== EXERCISE DATA ==
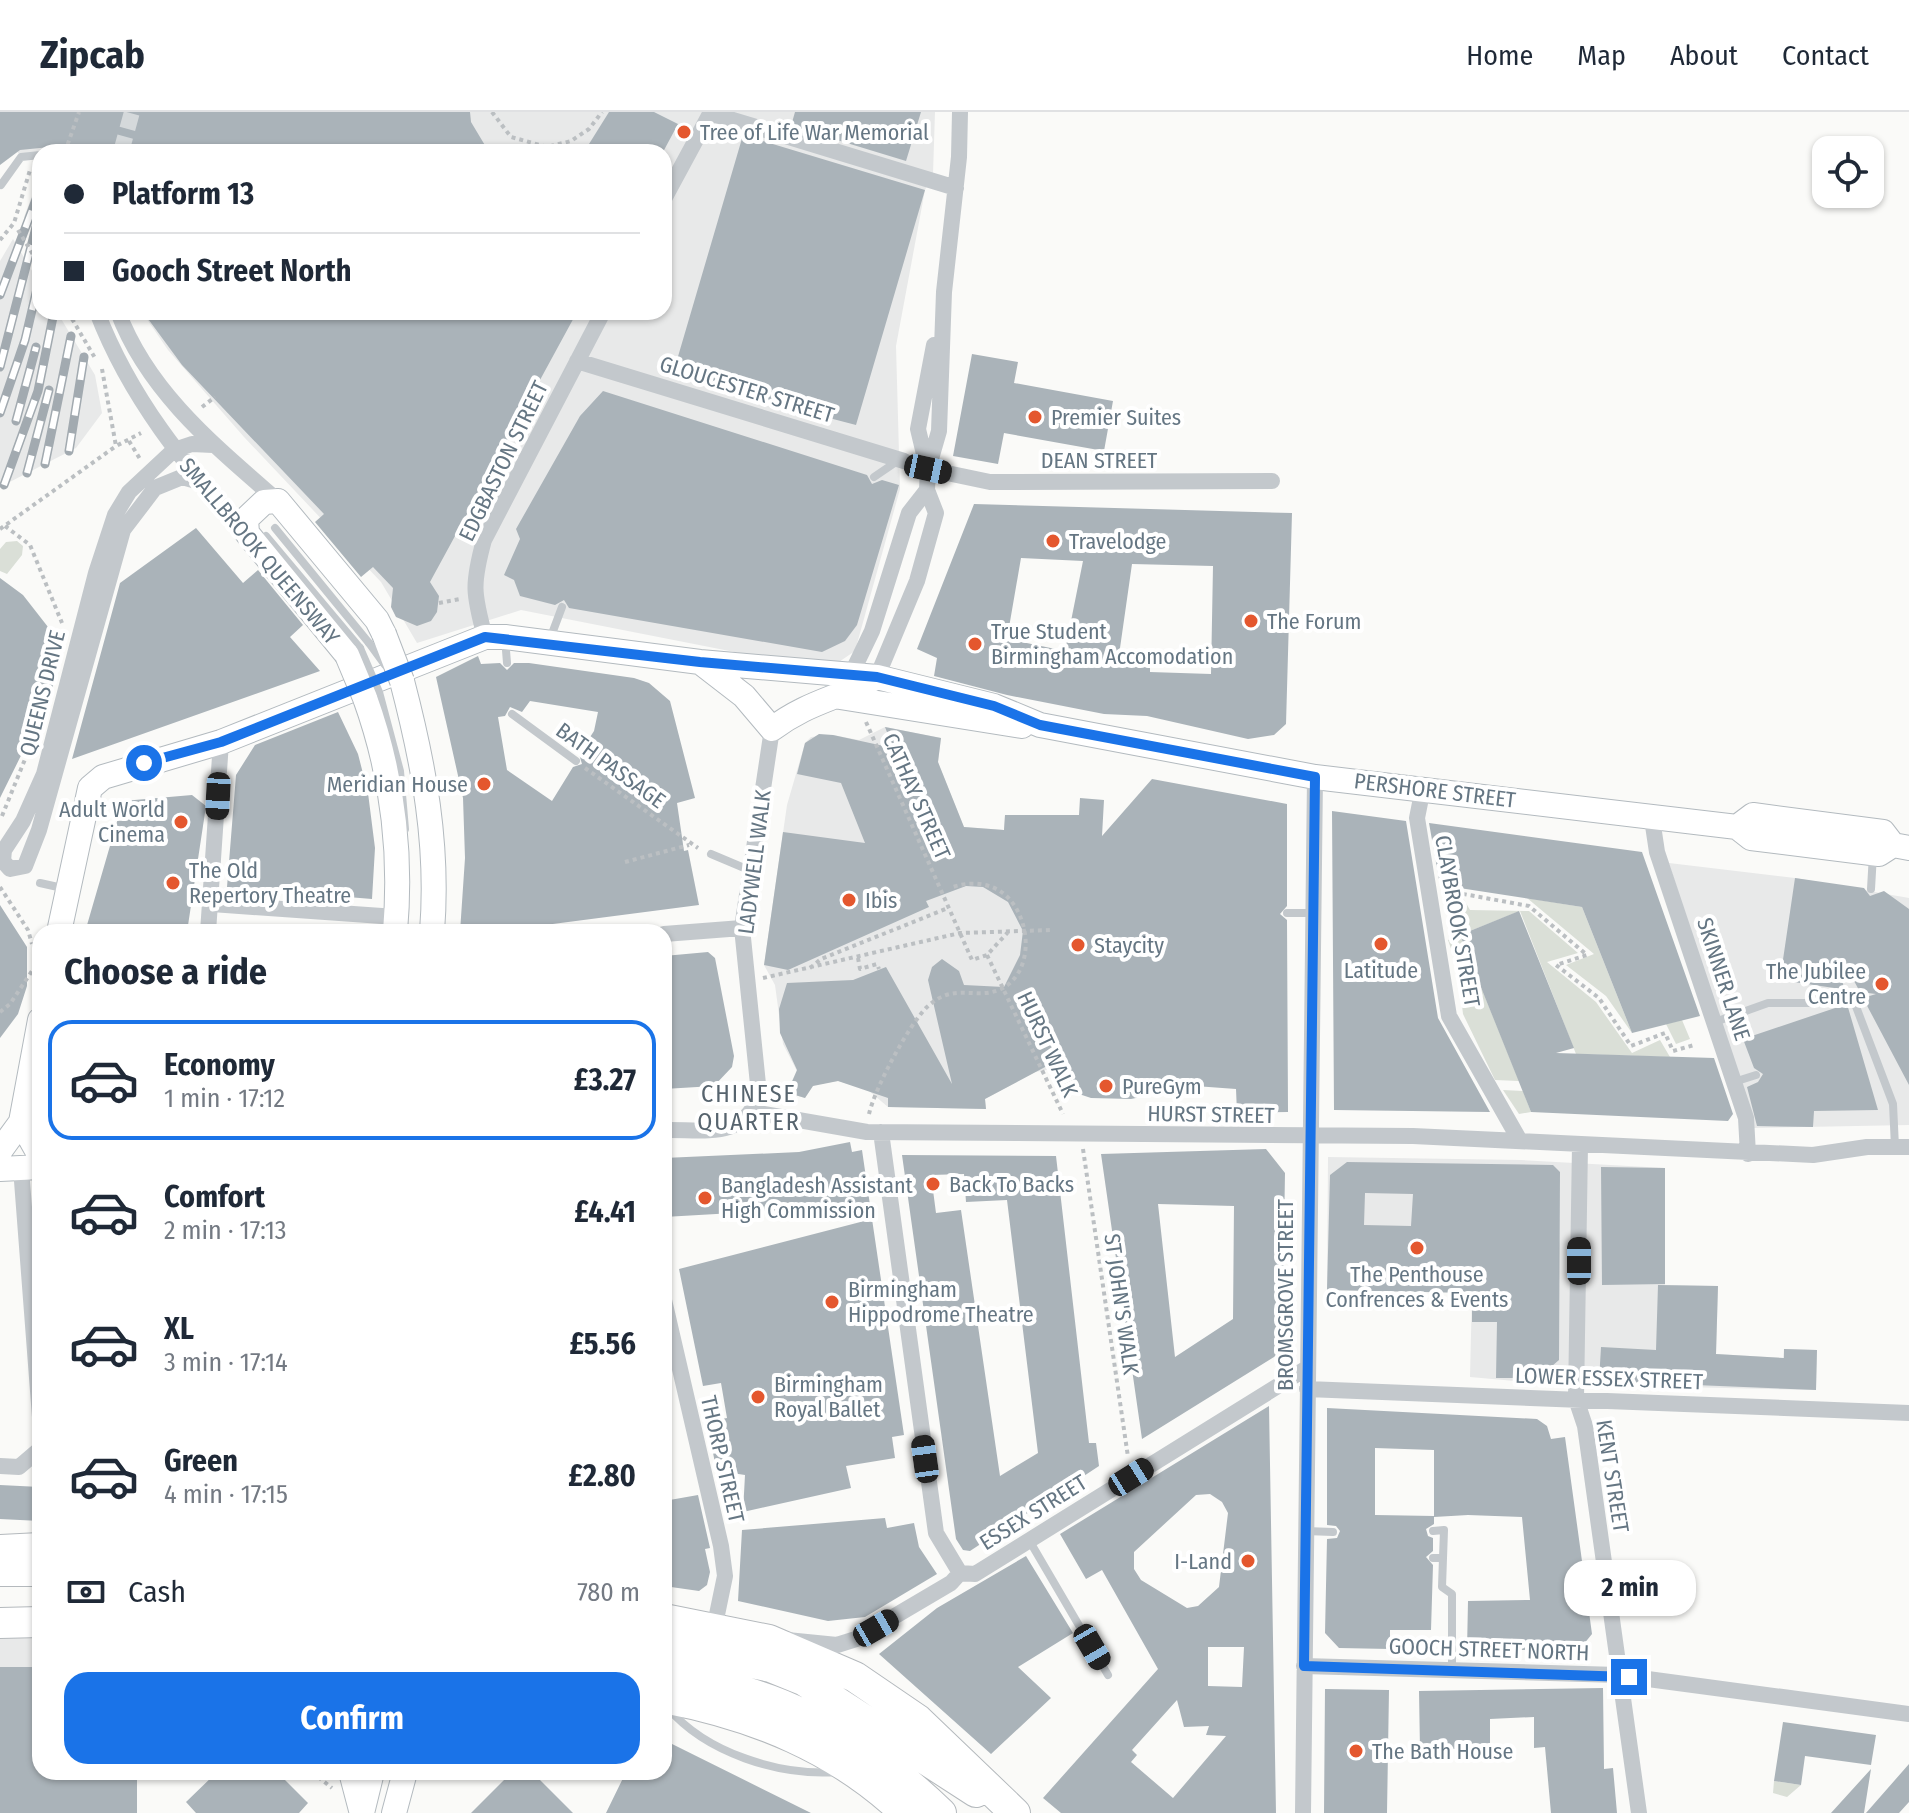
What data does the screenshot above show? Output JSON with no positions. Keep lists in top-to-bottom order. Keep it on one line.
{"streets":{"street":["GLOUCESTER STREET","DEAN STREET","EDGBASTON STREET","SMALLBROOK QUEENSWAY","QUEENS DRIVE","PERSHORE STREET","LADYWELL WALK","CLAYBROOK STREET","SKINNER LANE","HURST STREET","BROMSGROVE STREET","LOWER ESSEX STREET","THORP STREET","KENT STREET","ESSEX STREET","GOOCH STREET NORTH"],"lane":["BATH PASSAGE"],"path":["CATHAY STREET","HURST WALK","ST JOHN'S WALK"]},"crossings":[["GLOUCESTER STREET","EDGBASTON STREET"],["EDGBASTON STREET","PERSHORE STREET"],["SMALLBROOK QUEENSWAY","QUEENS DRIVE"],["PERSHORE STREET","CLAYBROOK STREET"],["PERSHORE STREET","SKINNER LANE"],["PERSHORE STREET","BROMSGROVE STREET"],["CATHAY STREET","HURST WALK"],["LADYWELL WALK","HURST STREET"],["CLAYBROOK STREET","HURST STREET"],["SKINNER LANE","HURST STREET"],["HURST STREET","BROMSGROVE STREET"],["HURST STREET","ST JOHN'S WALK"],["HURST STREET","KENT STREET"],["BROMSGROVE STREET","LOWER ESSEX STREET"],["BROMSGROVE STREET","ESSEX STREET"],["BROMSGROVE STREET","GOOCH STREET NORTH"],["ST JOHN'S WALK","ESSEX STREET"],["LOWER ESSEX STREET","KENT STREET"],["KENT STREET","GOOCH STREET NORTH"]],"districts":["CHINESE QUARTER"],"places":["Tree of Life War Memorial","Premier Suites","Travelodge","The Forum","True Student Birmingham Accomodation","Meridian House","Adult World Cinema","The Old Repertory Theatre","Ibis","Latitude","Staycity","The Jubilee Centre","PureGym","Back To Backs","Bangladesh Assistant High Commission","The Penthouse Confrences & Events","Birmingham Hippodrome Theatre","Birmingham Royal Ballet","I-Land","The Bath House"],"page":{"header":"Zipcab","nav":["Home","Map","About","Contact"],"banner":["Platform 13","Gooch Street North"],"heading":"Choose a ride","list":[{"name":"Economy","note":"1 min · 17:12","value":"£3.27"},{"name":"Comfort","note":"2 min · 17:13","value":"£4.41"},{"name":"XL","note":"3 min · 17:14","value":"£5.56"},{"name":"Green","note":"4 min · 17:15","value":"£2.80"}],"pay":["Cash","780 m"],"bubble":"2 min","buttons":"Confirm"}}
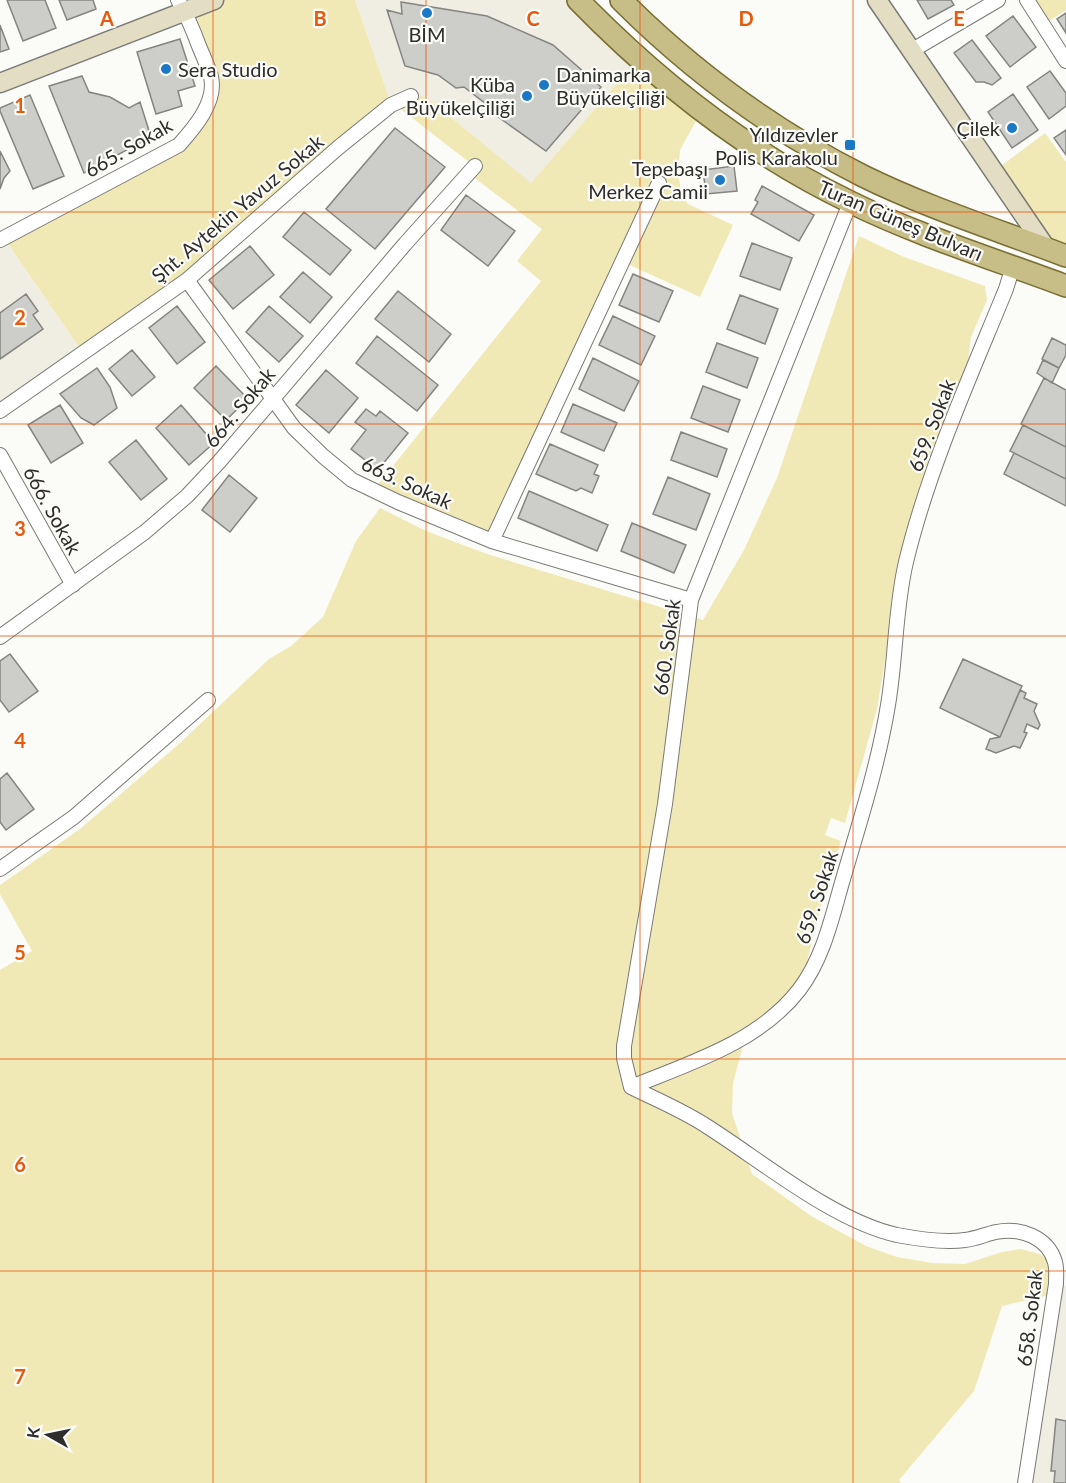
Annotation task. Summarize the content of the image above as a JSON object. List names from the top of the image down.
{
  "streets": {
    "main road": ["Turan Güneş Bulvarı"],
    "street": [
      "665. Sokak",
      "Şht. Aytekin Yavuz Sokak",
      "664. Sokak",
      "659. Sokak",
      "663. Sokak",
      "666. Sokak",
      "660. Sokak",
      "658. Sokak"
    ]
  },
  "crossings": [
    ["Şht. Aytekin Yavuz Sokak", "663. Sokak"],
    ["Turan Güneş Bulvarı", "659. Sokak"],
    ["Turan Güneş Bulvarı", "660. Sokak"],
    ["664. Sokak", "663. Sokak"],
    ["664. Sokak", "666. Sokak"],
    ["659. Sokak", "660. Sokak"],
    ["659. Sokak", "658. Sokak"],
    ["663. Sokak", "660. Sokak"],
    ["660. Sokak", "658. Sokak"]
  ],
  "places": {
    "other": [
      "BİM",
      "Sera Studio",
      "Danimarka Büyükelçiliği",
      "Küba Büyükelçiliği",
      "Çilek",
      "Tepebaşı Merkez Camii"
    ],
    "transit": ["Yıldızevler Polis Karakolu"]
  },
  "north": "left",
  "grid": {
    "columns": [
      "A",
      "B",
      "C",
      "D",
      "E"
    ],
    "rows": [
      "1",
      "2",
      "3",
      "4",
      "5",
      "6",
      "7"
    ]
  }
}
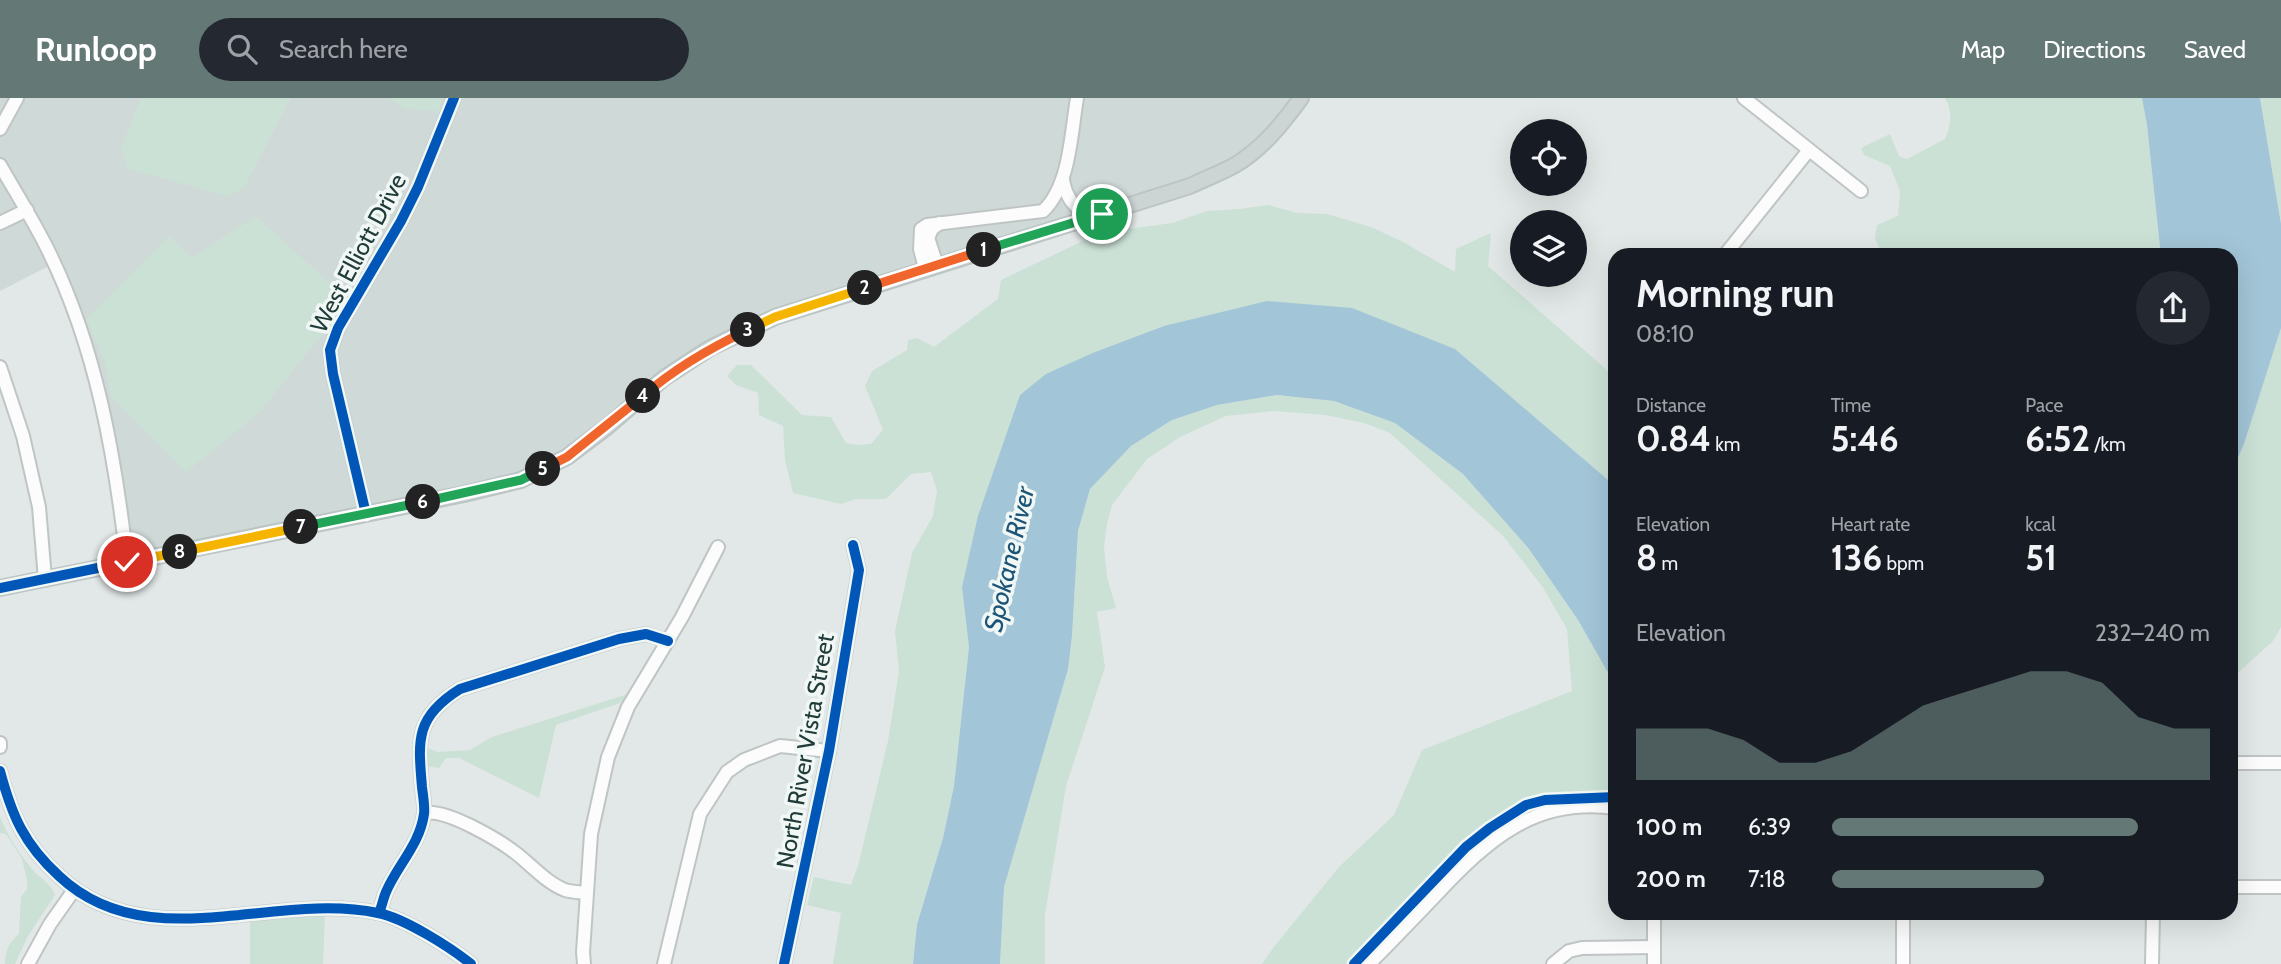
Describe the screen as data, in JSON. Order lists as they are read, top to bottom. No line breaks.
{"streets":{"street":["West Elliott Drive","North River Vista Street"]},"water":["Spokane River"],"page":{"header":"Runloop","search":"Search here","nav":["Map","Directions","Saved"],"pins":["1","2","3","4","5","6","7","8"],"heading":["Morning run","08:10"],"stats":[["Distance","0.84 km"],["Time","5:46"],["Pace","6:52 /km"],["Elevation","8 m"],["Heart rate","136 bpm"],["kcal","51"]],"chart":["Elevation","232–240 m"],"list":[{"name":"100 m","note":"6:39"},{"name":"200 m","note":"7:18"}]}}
===
TASK BRIEF:
Your task is to extract the lines running from the one with "Describe the screen" to the end of the material, inclusive, copying each exactly and adding nothing.

TASK OUTPUT:
Describe the screen as data, in JSON. Order lists as they are read, top to bottom. No line breaks.
{"streets":{"street":["West Elliott Drive","North River Vista Street"]},"water":["Spokane River"],"page":{"header":"Runloop","search":"Search here","nav":["Map","Directions","Saved"],"pins":["1","2","3","4","5","6","7","8"],"heading":["Morning run","08:10"],"stats":[["Distance","0.84 km"],["Time","5:46"],["Pace","6:52 /km"],["Elevation","8 m"],["Heart rate","136 bpm"],["kcal","51"]],"chart":["Elevation","232–240 m"],"list":[{"name":"100 m","note":"6:39"},{"name":"200 m","note":"7:18"}]}}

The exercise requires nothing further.